Of all the pharaohs of Egypt, none (except perhaps the unnamed “Pharoah” of the Old Testament — and they may be one in the same) is more famed than Ramses. The third pharaoh of the 19th Dynasty, Ramses II was an architect and military leader who ruled Egypt at the height of its empire, during the period known as the New Kingdom. Ramses led military campaigns to restore Egyptian territory and fought the Libyans and Hittites.

His visage stared from monumental statues at Abu Simbel and his own mortuary complex, the Ramesseum in Thebes.  Nefertari was Ramses' most famous Great Royal Wife; the pharaoh had more than 100 children According to the historian Manetho, Ramses ruled for 66 years. He was buried in the Valley of the Kings.

Early Life


Ramses’ father was the pharaoh Seti I. Both ruled Egypt following the disastrous Amarna period of pharaoh Akhenaten, a brief period of dramatic cultural and religious upheaval that saw the Egyptian Empire lose land and treasure. Ramses was named Prince Regent at age 14, and took power shortly thereafter, in 1279 B.C.

Military Campaigns    


Ramses led a decisive naval victory of a host of marauders known as the Sea People or Shardana (likely Anatolians) early in his reign. He also took back territory in Nubia and Canaan that was lost during Akhenaten’s tenure.

The Battle of Kadesh


Ramses fought the famous chariot Battle at Kadesh against the Hittites in what is now Syria. The engagement, contested over a number of years, was one of the reasons why he moved the Egyptian capital from Thebes to Pi-Ramses.
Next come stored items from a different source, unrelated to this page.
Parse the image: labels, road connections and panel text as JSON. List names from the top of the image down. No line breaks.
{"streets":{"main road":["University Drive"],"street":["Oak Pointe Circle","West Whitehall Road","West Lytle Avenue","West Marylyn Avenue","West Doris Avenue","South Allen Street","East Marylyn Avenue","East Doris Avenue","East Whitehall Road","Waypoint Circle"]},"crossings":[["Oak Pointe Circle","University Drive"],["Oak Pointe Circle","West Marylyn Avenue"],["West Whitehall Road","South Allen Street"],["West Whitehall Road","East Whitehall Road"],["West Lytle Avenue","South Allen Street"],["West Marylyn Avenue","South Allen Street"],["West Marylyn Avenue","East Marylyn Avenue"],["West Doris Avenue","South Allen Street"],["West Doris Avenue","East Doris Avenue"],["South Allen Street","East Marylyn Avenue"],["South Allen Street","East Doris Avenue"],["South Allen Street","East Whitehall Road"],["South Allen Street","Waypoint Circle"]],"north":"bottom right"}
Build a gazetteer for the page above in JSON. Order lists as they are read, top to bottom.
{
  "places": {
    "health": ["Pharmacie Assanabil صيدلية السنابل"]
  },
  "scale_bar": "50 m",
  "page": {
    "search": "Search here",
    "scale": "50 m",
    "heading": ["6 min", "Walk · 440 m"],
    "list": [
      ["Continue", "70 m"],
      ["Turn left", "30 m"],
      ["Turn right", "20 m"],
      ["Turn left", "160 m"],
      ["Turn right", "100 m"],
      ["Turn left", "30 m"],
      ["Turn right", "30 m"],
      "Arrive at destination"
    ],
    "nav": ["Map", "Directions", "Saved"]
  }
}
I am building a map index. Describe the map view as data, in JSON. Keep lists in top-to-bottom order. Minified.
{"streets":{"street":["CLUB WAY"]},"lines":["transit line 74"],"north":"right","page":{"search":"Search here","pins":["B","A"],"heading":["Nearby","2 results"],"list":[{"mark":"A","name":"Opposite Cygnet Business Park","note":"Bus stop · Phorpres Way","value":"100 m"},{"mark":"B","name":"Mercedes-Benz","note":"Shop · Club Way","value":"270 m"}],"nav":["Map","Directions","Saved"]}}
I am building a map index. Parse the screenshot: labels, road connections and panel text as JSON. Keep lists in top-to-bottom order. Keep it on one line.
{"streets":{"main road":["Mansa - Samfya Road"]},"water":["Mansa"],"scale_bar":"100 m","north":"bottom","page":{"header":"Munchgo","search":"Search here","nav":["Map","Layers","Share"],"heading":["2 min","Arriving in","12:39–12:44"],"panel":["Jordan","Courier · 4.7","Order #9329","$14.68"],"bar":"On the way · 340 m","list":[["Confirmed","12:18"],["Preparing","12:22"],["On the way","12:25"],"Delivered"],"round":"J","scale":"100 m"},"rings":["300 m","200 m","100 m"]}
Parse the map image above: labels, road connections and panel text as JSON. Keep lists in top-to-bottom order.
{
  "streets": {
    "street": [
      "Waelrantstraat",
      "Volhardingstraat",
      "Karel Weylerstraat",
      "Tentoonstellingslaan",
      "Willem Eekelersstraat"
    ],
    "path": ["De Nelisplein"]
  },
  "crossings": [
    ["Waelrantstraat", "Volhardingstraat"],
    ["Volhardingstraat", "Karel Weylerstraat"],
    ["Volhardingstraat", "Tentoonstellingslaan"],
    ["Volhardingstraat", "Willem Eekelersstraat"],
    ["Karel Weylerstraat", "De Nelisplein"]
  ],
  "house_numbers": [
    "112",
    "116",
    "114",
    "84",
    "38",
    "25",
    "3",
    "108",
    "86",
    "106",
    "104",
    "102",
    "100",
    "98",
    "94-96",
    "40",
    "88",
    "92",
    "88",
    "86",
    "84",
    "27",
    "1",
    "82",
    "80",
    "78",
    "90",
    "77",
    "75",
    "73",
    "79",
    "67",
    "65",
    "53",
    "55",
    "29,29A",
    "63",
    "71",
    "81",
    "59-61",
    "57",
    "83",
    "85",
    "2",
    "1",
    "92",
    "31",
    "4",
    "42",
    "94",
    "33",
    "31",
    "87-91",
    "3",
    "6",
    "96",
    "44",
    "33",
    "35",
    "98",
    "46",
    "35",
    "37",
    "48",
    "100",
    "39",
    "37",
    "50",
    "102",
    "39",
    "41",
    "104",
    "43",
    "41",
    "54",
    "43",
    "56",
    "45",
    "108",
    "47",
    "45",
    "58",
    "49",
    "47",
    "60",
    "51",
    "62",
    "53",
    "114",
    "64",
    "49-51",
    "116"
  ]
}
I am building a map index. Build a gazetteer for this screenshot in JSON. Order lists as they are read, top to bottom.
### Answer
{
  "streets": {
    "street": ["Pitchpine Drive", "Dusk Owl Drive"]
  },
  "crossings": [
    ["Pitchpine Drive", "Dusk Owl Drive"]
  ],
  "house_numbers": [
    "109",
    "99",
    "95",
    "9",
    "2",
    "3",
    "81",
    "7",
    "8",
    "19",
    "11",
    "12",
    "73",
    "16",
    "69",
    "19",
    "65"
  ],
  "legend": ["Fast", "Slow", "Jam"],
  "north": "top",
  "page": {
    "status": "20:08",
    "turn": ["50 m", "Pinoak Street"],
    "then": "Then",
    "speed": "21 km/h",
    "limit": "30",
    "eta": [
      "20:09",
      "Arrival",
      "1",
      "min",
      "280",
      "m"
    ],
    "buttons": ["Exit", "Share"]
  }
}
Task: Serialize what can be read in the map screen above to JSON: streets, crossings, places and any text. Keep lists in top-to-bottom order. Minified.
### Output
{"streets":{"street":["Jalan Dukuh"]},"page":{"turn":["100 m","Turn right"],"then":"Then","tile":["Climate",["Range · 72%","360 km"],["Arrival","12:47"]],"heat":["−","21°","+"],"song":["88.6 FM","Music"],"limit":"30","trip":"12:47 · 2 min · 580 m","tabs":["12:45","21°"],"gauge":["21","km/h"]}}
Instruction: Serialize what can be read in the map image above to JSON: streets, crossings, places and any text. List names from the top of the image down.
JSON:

From that city, Ramses oversaw a military machine that was aimed at the Hittites and their land.

The outcome of this relatively well-recorded battle is unclear. It may have been a draw. Ramses retreated, but saved his army. Inscriptions -- at Abydos, Temple of Luxor, Karnak, Abu Simbel and the Ramesseum -- are from an Egyptian perspective. There are only bits of writing from the Hittites, including correspondence between Ramses  and the Hittite leader Hattusili III, but the Hittites also claimed victory. In 1251 B.C., after repeated stalemate in the Levant, Ramses and Hattusili signed a peace treaty, the first on record. The document was rendered in both Egyptian hieroglyphics and Hittite cuneiform.

Death of Ramses


The pharaoh lived to a remarkable 90 years old. He had outlived his queen, most of his children, and nearly all of the subjects who saw him crowned. Nine more pharaohs would take his name. He was the greatest ruler of the New Kingdom, which would come to an end soon after his death.

The melancholy nature of Ramses’ might and its twilight is captured in the famous Romantic poem by Shelley, Ozymandias, which was the Greek name for Ramses.

 
OZYMANDIAS

I met a traveller from an antique land
Who said: Two vast and trunkless legs of stone
Stand in the desert. Near them, on the sand,
Half sunk, a shattered visage lies, whose frown
And wrinkled lip, and sneer of cold command
Tell that its sculptor well those passions read
Which yet survive, stamped on these lifeless things,
The hand that mocked them and the heart that fed.
And on the pedestal these words appear:
"My name is Ozymandias, king of kings:
Look on my works, ye Mighty, and despair!"
Nothing beside remains. Round the decay
Of that colossal wreck, boundless and bare
The lone and level sands stretch far away.